Extracted records
▬▬▬

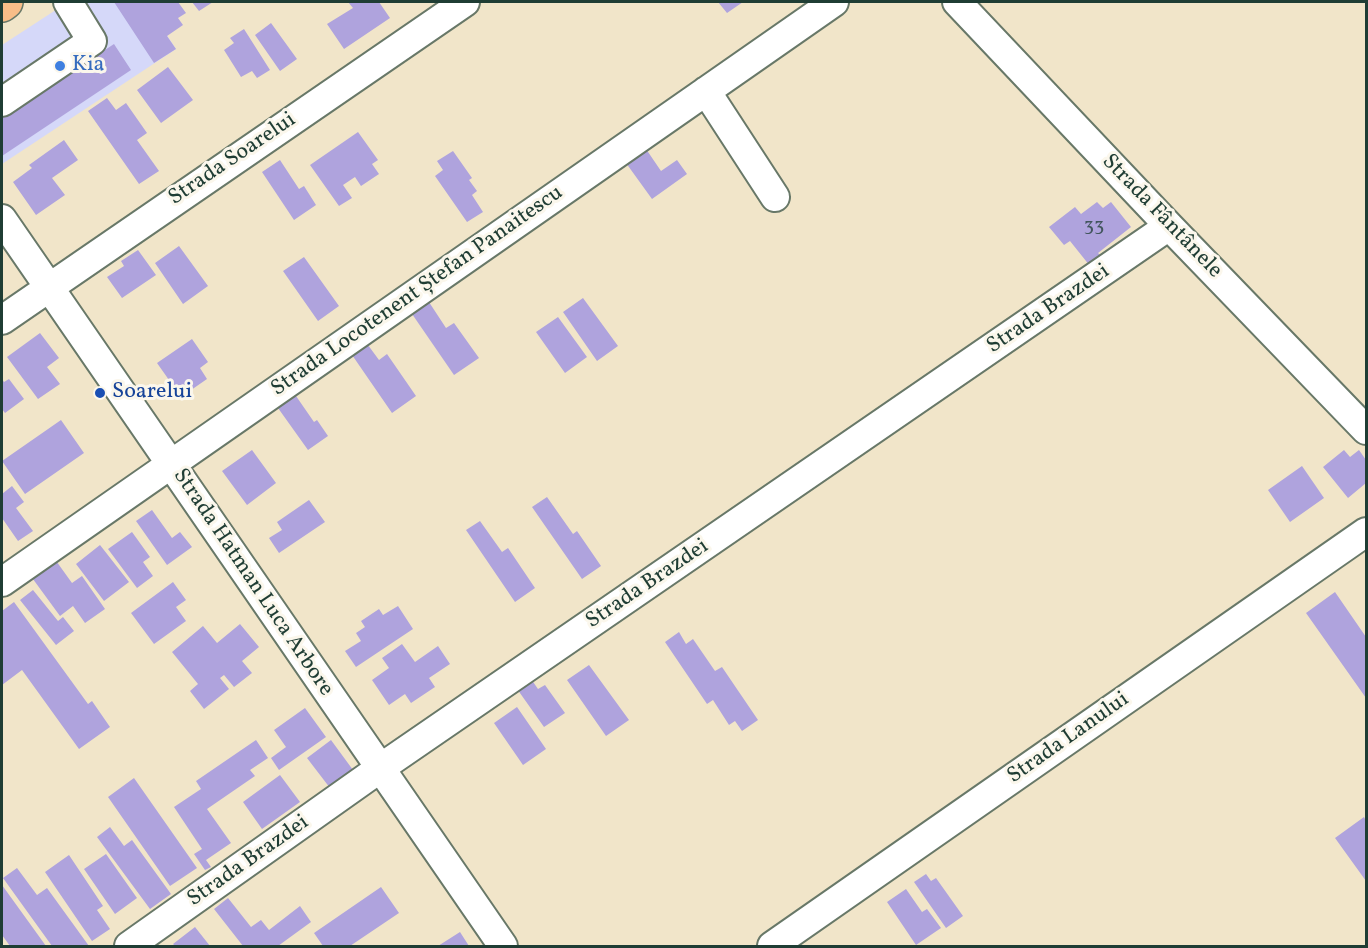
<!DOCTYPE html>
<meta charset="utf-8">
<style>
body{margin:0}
#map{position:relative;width:1368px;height:948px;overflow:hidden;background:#f1e5c9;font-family:Vollkorn,serif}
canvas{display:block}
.frame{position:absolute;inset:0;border:3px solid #1f3d34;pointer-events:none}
</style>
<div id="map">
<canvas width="1368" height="948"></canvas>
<div class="frame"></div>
</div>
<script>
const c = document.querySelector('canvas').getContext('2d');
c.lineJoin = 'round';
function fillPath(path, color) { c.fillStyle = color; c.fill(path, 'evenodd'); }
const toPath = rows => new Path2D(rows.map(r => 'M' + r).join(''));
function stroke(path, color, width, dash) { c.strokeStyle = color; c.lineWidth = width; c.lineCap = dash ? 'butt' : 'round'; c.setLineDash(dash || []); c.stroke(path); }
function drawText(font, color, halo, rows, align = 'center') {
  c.font = font + ' Vollkorn,serif'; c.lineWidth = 6; c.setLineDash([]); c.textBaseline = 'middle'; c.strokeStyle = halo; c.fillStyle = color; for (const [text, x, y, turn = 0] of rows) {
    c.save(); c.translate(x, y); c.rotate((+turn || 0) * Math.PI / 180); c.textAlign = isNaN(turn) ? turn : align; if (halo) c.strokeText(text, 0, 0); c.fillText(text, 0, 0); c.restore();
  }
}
const built = toPath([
 [68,2,145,2,176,49,2,164,2,45]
]);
const building = toPath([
 [114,2,178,2,186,13,178,18,183,25,167,36,176,49,154,63],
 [192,2,213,2,199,11],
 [348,2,379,2,390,18,344,49,327,24,353,8],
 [718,2,743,2,727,13],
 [271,23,297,59,280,71,255,35],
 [244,29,270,70,257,78,252,71,241,77,224,50,234,43,230,38],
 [114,44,131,70,2,156,2,118],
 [168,67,193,100,161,123,137,90],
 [107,98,116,110,126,103,147,133,137,140,159,171,139,184,88,111],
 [358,132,378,160,372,164,379,174,361,186,355,177,343,185,352,198,339,206,310,165],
 [64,140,78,160,52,178,65,195,36,215,13,182,32,168,29,165],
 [646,149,661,171,677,160,687,174,652,199,626,163],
 [453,151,472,178,469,180,477,191,472,195,483,212,467,222,435,176,443,170,437,161],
 [280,160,299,189,304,186,316,205,294,220,262,172],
 [1097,202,1103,208,1111,202,1131,227,1098,253,1102,257,1090,266,1070,241,1064,245,1049,227,1075,207,1081,214],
 [179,246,208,286,183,304,155,263],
 [138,250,156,275,122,298,107,277,124,266,121,261],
 [304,257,339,306,318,321,283,271],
 [583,298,618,346,597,361,563,312],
 [427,299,446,328,454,323,479,358,454,375,410,311],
 [558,317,587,357,565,373,536,332],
 [40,333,59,358,47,367,60,384,38,399,7,357],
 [192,339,208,362,200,368,207,379,181,397,157,363],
 [365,341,379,360,387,354,416,396,392,413,350,352],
 [2,379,4,382,9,379,24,399,5,413,2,409],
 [296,396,314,422,317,420,328,436,308,450,278,408],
 [61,420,84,453,25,494,2,461],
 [252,450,276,483,247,505,222,471],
 [1344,450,1350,457,1359,450,1366,460,1366,472,1365,474,1366,483,1348,498,1323,467],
 [1302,466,1324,498,1290,522,1268,490],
 [12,486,24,502,16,508,33,531,18,541,2,518,2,494],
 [547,497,573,534,577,531,601,566,582,579,532,507],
 [309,500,325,522,279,553,269,538,282,530,277,522],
 [152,510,172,538,180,532,192,547,167,565,136,521],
 [480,521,502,552,508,548,535,588,515,602,466,530],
 [132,532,150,557,143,562,153,576,137,588,108,549],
 [100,545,129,582,104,601,76,564],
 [54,558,72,583,82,576,105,609,85,623,73,606,60,616,30,575],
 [173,582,186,600,176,607,186,621,154,644,131,613],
 [33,590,58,621,63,617,74,631,56,645,20,600],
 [1335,592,1366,637,1366,698,1306,613],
 [14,602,88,704,92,701,110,727,79,749,22,670,2,685,2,611],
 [398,606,413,629,356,667,345,651,361,641,356,633,365,627,361,621,379,609,383,615],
 [240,624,259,647,242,661,252,673,234,687,224,675,220,678,229,689,204,709,190,691,198,684,172,652,203,626,217,643],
 [679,632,686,644,693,639,715,671,722,667,758,720,742,731,735,721,729,725,713,700,707,704,665,642],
 [402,644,415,662,438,646,450,664,429,678,435,687,411,703,405,694,389,705,372,680,389,668,382,658],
 [589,665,629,720,606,736,567,680],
 [529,676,538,689,545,685,565,713,544,727,515,686],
 [517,707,546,749,523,765,494,723],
 [305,708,326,737,279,770,271,758,286,747,274,730],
 [256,740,268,758,250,770,255,776,207,809,231,843,206,860,211,867,205,870,194,854,202,849,174,807,201,789,196,781],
 [331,740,353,770,330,788,307,758],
 [280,775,300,802,262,829,243,802],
 [134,778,197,868,170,886,108,797],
 [1364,817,1366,821,1366,881,1335,838],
 [110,827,124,846,132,840,171,894,150,909,97,837],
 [106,854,137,898,115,914,84,869],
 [69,855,103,906,97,910,110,929,92,941,45,872],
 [17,868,37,895,47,888,89,946,52,946,3,878],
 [926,874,931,881,936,878,963,916,946,928,914,882],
 [2,885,46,946,10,946,2,935],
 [381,887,399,913,350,946,323,946,314,933],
 [906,889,922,912,927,909,941,928,916,945,887,902],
 [228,898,251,927,261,920,269,930,300,906,311,922,278,946,243,946,214,909],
 [195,927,210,946,175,946,173,944],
 [460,932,469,946,438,946]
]);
const minor = toPath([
 [957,2,1169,226,1366,430],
 [706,91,775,197],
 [2,102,92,41,68,2],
 [2,219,503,946],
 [2,320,465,2],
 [2,582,834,2],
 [129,946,379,769,1169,226],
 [772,946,1366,532]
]);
const major = toPath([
 [2,5,6,2]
]);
const markers = [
 [60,66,6,"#3f7fe0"],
 [100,393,6,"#1a4fb4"]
];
const numberNames = [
 ["33",1094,227]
];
const shopNames = [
 ["Kia",72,66]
];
const streetNames = [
 ["Strada Soarelui",233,160,-34],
 ["Strada Fântânele",1161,217,46],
 ["Strada Locotenent Ștefan Panaitescu",418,292,-35],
 ["Strada Brazdei",1049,310,-34],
 ["Strada Hatman Luca Arbore",252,583,56],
 ["Strada Brazdei",648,585,-34],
 ["Strada Lanului",1069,739,-35],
 ["Strada Brazdei",249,862,-35]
];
const transitNames = [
 ["Soarelui",112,393]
];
fillPath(built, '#d5d8f9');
fillPath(building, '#afa3dd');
stroke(minor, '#687868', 32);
stroke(major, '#687868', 36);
stroke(minor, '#fff', 28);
stroke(major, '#f8bd88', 33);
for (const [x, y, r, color] of markers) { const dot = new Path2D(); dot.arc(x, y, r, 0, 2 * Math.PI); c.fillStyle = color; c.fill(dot); stroke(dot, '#fbf7ec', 2); }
drawText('20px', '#43565e', null, numberNames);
drawText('22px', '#366cbe', '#fbf7ec', shopNames, 'left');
drawText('22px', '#1f3d34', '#fbf7ec', streetNames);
drawText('22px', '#164399', '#fbf7ec', transitNames, 'left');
</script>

▬▬▬

Task for the records above: copy every line in which the word "lineWidth" occurs.

- Task output
function stroke(path, color, width, dash) { c.strokeStyle = color; c.lineWidth = width; c.lineCap = dash ? 'butt' : 'round'; c.setLineDash(dash || []); c.stroke(path); }
  c.font = font + ' Vollkorn,serif'; c.lineWidth = 6; c.setLineDash([]); c.textBaseline = 'middle'; c.strokeStyle = halo; c.fillStyle = color; for (const [text, x, y, turn = 0] of rows) {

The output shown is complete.